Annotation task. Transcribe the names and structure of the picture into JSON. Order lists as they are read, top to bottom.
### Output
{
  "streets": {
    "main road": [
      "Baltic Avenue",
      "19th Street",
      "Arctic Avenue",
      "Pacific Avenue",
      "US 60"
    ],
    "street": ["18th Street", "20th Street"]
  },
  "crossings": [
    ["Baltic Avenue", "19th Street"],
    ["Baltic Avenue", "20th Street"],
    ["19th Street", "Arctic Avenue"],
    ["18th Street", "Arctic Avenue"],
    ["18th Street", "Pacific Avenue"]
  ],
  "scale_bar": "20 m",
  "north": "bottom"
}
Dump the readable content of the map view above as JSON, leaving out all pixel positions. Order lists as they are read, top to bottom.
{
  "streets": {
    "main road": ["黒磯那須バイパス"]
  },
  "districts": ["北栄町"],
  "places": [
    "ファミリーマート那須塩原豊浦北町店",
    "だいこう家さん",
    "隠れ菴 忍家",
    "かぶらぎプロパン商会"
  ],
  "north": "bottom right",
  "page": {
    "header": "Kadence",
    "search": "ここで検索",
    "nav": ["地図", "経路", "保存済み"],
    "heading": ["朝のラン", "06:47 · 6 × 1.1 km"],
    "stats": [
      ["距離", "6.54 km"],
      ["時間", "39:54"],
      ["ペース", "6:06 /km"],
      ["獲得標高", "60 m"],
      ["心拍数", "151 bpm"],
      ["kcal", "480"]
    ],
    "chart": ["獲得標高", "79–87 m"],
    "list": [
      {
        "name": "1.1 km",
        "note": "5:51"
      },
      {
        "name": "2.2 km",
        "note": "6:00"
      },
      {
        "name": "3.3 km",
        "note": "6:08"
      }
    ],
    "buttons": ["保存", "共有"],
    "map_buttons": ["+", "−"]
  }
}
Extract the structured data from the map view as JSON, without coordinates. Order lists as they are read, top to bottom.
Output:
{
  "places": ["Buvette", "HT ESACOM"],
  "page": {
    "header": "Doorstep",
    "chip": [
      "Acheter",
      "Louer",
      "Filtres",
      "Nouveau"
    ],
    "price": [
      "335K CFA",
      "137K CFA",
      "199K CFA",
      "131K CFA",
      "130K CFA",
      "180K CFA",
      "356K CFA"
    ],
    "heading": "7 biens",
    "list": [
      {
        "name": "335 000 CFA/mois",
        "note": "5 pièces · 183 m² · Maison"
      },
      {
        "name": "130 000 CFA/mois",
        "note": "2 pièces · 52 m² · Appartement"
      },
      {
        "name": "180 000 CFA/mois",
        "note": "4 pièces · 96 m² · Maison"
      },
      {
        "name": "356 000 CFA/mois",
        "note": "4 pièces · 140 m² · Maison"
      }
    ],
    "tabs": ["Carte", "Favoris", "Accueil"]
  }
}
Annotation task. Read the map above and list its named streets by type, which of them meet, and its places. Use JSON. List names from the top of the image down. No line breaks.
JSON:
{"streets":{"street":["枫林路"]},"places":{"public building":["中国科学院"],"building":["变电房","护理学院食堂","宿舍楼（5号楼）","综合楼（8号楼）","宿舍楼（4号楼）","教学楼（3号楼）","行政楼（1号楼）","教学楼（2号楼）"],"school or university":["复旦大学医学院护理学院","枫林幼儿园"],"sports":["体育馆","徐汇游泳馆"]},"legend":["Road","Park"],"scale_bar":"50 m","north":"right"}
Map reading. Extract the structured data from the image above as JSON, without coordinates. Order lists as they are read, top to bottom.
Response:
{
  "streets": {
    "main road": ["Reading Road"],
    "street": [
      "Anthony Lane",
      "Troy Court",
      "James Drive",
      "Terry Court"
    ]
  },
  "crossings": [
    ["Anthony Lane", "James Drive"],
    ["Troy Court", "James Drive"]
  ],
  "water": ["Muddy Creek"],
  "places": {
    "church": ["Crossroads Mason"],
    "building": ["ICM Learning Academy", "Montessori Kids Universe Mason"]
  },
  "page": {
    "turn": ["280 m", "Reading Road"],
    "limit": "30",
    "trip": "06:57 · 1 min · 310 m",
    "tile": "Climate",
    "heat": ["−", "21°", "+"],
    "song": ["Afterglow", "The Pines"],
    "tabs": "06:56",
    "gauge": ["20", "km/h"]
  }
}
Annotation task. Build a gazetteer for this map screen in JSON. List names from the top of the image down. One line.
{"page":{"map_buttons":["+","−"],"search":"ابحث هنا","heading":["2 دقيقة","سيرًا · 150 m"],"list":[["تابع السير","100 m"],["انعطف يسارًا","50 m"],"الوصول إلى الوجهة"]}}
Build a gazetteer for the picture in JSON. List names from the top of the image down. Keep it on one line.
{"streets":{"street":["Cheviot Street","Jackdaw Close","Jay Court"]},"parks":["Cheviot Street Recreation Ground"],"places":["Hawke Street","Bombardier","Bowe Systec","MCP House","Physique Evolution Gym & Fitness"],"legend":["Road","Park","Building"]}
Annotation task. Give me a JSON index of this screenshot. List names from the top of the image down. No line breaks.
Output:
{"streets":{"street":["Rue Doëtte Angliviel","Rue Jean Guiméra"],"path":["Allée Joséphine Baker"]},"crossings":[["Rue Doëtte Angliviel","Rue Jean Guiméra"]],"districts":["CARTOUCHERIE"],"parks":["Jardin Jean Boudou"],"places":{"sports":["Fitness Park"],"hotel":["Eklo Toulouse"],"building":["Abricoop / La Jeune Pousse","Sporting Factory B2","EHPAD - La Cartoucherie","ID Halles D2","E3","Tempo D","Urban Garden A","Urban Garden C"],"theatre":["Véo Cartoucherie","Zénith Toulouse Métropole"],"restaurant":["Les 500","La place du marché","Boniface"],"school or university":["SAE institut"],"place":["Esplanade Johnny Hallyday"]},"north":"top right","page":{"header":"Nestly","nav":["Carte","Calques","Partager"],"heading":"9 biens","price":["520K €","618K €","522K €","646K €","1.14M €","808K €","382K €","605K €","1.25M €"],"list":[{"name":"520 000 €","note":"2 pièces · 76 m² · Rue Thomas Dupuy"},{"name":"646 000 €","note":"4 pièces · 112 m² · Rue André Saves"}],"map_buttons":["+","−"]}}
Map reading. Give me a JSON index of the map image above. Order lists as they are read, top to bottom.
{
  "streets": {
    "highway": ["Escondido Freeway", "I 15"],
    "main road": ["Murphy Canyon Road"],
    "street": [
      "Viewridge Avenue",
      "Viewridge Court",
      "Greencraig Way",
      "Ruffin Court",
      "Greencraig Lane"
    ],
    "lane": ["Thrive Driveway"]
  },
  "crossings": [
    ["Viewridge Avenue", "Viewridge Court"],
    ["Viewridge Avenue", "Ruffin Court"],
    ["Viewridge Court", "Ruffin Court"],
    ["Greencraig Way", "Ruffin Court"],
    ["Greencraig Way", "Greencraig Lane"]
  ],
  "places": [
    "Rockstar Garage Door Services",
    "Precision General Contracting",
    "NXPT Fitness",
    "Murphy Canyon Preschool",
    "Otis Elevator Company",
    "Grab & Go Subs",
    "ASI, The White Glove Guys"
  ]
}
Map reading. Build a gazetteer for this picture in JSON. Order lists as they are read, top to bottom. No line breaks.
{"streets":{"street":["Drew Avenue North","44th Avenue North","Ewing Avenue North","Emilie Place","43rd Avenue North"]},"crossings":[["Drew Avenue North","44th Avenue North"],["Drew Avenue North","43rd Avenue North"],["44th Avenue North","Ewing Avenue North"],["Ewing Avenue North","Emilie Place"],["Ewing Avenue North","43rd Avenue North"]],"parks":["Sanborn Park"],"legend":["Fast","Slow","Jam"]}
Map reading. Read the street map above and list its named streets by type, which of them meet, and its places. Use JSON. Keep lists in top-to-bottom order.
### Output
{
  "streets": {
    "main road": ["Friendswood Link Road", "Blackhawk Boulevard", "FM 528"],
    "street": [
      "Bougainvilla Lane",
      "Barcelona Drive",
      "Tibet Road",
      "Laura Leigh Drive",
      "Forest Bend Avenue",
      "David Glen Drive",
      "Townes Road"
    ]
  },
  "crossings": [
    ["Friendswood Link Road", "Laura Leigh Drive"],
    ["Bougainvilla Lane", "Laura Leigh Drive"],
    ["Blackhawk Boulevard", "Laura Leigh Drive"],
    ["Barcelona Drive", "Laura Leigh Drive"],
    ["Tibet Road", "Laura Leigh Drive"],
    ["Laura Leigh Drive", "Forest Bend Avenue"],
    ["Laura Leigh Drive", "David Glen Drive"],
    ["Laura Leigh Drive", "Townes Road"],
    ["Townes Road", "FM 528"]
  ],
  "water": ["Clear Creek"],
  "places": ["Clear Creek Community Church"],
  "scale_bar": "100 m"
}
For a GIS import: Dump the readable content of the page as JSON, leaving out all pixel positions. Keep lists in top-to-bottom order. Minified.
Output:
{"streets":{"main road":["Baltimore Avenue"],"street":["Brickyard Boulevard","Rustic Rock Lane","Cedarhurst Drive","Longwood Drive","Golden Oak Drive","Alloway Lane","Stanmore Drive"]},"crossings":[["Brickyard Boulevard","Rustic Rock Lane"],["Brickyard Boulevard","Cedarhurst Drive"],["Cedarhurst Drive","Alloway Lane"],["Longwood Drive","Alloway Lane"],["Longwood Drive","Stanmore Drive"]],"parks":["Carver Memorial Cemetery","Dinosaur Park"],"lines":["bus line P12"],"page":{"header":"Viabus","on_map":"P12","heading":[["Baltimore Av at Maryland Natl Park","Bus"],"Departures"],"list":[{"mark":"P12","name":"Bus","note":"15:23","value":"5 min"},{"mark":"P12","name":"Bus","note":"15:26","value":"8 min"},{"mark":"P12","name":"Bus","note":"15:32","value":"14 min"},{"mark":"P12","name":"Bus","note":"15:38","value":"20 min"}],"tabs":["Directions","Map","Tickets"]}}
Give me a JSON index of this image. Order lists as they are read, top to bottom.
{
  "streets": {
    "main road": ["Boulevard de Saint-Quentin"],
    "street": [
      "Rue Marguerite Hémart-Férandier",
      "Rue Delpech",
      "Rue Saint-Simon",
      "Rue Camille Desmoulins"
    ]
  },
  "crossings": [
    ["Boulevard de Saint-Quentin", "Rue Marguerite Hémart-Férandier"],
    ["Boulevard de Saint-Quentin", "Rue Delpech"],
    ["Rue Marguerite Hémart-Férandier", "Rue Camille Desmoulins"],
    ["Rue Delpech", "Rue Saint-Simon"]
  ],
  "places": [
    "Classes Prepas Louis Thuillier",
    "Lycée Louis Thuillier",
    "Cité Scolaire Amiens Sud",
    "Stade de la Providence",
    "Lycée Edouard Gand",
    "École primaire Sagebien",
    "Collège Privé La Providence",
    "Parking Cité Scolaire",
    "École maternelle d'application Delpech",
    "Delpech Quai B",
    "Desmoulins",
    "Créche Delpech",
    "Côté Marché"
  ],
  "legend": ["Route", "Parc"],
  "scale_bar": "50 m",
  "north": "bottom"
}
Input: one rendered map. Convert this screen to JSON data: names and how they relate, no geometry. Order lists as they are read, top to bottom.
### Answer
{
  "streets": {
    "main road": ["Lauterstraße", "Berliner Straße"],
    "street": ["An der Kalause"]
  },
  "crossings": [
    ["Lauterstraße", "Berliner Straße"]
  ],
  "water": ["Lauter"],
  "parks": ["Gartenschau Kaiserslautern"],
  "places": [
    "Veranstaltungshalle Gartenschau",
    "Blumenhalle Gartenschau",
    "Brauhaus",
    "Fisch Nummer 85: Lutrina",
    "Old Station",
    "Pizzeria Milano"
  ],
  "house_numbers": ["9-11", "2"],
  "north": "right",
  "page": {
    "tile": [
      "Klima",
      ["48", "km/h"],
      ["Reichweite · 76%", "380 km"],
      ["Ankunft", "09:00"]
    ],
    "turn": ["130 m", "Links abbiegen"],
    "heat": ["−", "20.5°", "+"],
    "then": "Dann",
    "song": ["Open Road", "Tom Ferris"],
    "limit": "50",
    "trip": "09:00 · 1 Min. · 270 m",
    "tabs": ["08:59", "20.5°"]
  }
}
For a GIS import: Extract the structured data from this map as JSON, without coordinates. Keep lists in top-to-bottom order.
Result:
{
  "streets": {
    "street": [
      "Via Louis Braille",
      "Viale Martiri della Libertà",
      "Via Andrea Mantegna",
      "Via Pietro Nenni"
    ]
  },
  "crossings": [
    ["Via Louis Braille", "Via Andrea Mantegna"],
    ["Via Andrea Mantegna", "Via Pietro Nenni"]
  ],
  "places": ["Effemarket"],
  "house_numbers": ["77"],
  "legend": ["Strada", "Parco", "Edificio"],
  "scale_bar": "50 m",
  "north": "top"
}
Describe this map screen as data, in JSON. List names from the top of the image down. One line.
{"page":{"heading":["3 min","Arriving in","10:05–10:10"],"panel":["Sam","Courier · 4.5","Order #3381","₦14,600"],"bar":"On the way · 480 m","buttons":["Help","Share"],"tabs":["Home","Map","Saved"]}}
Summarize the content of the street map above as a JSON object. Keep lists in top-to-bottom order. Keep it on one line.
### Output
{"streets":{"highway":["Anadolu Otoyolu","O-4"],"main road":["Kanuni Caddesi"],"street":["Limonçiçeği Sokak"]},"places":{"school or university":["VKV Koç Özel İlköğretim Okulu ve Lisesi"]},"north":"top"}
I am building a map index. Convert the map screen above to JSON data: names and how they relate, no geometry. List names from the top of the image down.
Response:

Exercise prompt:
Using the data above, reproduce exactly the lines from the line that contains "Give me a JSON index of this image." through the line that contains "Input: one rendered", including both.

Exercise answer:
Give me a JSON index of this image. Order lists as they are read, top to bottom.
{
  "streets": {
    "main road": ["Boulevard de Saint-Quentin"],
    "street": [
      "Rue Marguerite Hémart-Férandier",
      "Rue Delpech",
      "Rue Saint-Simon",
      "Rue Camille Desmoulins"
    ]
  },
  "crossings": [
    ["Boulevard de Saint-Quentin", "Rue Marguerite Hémart-Férandier"],
    ["Boulevard de Saint-Quentin", "Rue Delpech"],
    ["Rue Marguerite Hémart-Férandier", "Rue Camille Desmoulins"],
    ["Rue Delpech", "Rue Saint-Simon"]
  ],
  "places": [
    "Classes Prepas Louis Thuillier",
    "Lycée Louis Thuillier",
    "Cité Scolaire Amiens Sud",
    "Stade de la Providence",
    "Lycée Edouard Gand",
    "École primaire Sagebien",
    "Collège Privé La Providence",
    "Parking Cité Scolaire",
    "École maternelle d'application Delpech",
    "Delpech Quai B",
    "Desmoulins",
    "Créche Delpech",
    "Côté Marché"
  ],
  "legend": ["Route", "Parc"],
  "scale_bar": "50 m",
  "north": "bottom"
}
Input: one rendered map. Convert this screen to JSON data: names and how they relate, no geometry. Order lists as they are read, top to bottom.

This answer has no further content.